Aim of the task:
Reproduce every entry below precisely; do not include the pictures.

Extracted information:
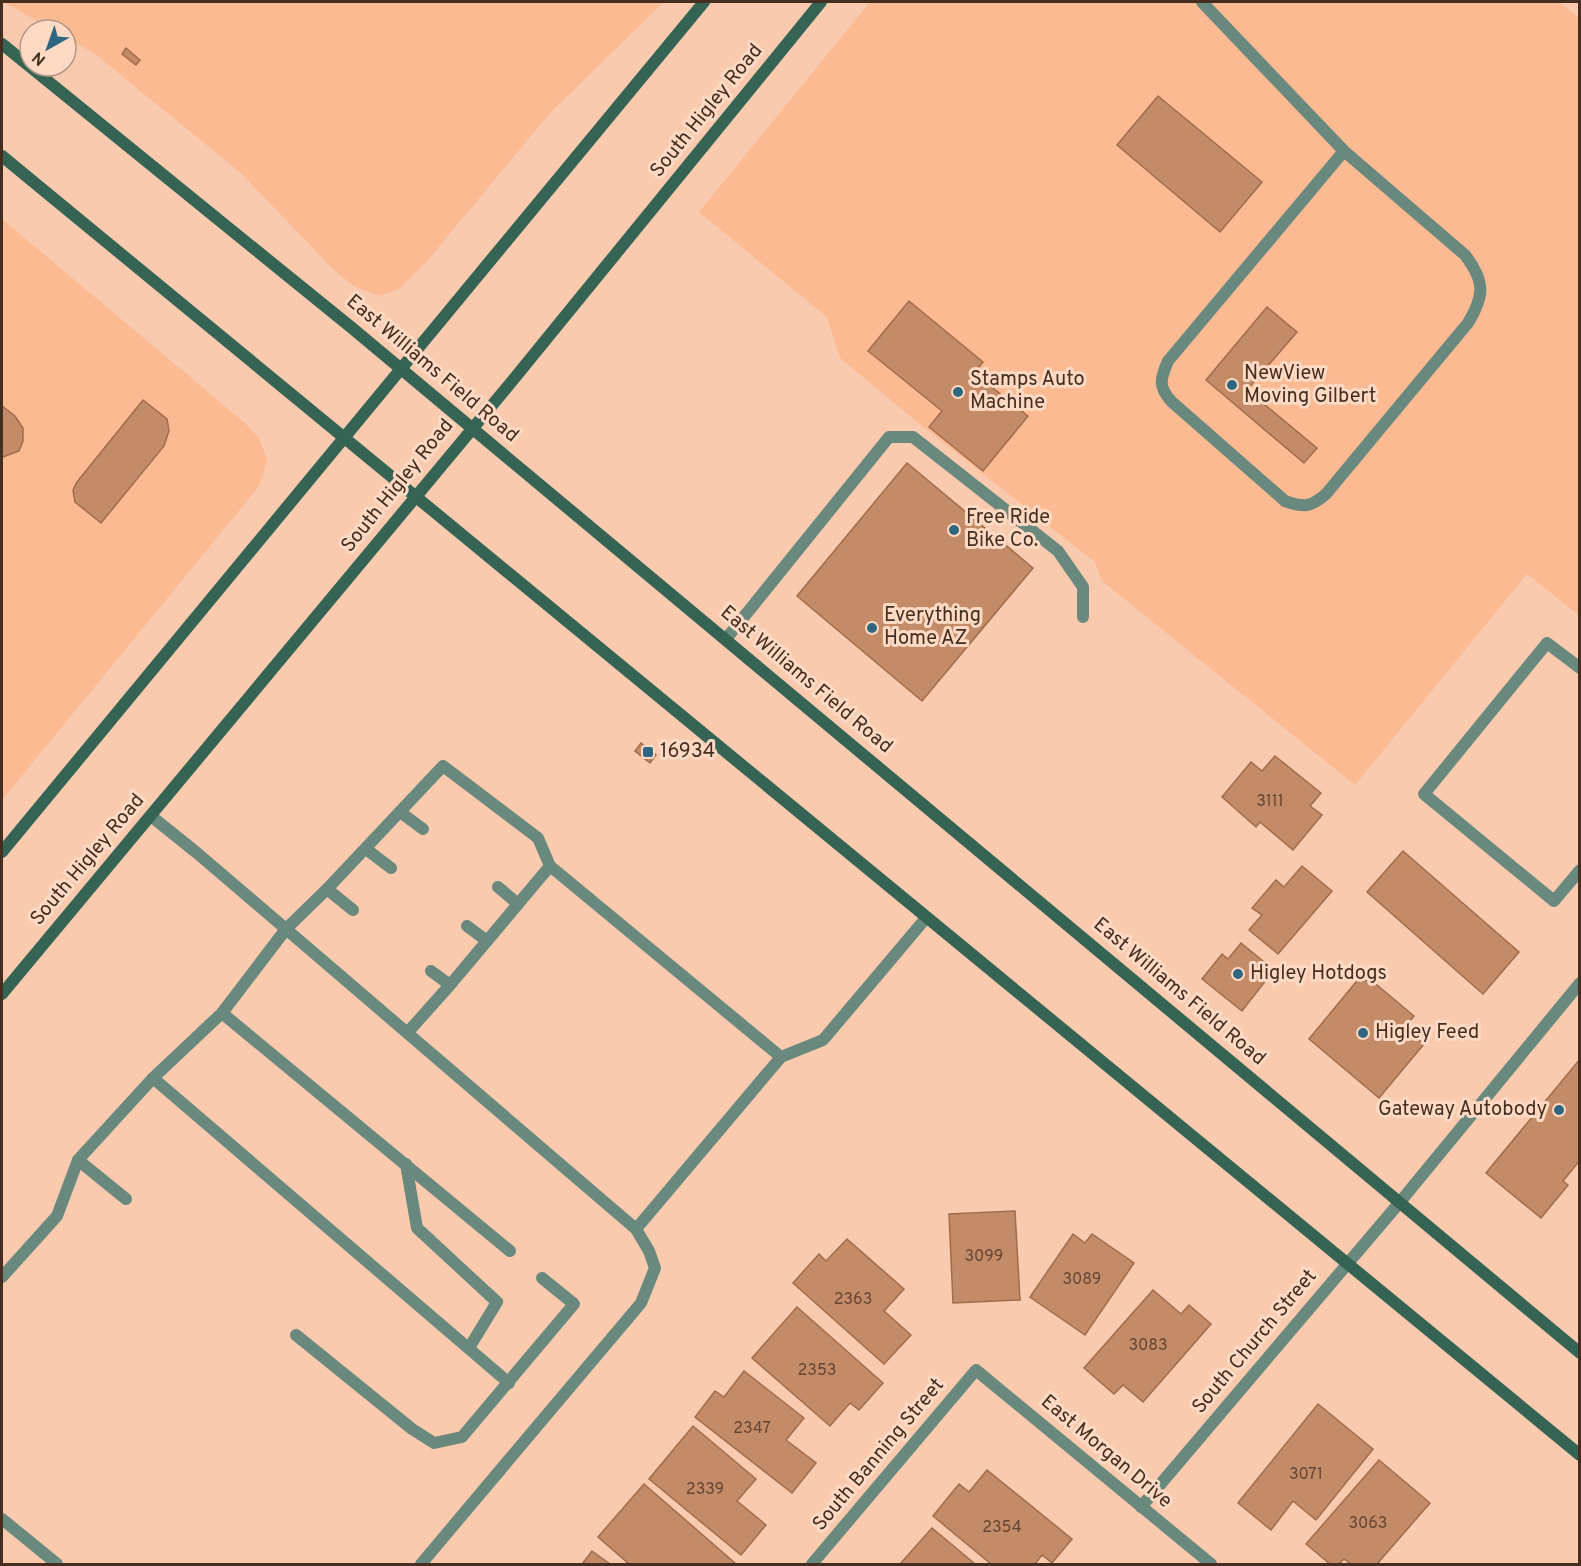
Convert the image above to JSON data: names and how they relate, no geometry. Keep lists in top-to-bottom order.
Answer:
{
  "streets": {
    "main road": ["South Higley Road", "East Williams Field Road"],
    "street": ["South Church Street", "East Morgan Drive", "South Banning Street"]
  },
  "crossings": [
    ["South Higley Road", "East Williams Field Road"],
    ["East Williams Field Road", "South Church Street"],
    ["South Church Street", "East Morgan Drive"],
    ["East Morgan Drive", "South Banning Street"]
  ],
  "places": {
    "other": [
      "NewView Moving Gilbert",
      "Stamps Auto Machine",
      "Free Ride Bike Co.",
      "Everything Home AZ",
      "Higley Hotdogs",
      "Higley Feed",
      "Gateway Autobody"
    ],
    "transit": ["16934"]
  },
  "house_numbers": [
    "3111",
    "3099",
    "3089",
    "2363",
    "3083",
    "2353",
    "2347",
    "3071",
    "2339",
    "3063",
    "2354"
  ],
  "north": "bottom left"
}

Output below:
Convert the image above to JSON data: names and how they relate, no geometry. Keep lists in top-to-bottom order.
Answer:
{
  "streets": {
    "main road": ["South Higley Road", "East Williams Field Road"],
    "street": ["South Church Street", "East Morgan Drive", "South Banning Street"]
  },
  "crossings": [
    ["South Higley Road", "East Williams Field Road"],
    ["East Williams Field Road", "South Church Street"],
    ["South Church Street", "East Morgan Drive"],
    ["East Morgan Drive", "South Banning Street"]
  ],
  "places": {
    "other": [
      "NewView Moving Gilbert",
      "Stamps Auto Machine",
      "Free Ride Bike Co.",
      "Everything Home AZ",
      "Higley Hotdogs",
      "Higley Feed",
      "Gateway Autobody"
    ],
    "transit": ["16934"]
  },
  "house_numbers": [
    "3111",
    "3099",
    "3089",
    "2363",
    "3083",
    "2353",
    "2347",
    "3071",
    "2339",
    "3063",
    "2354"
  ],
  "north": "bottom left"
}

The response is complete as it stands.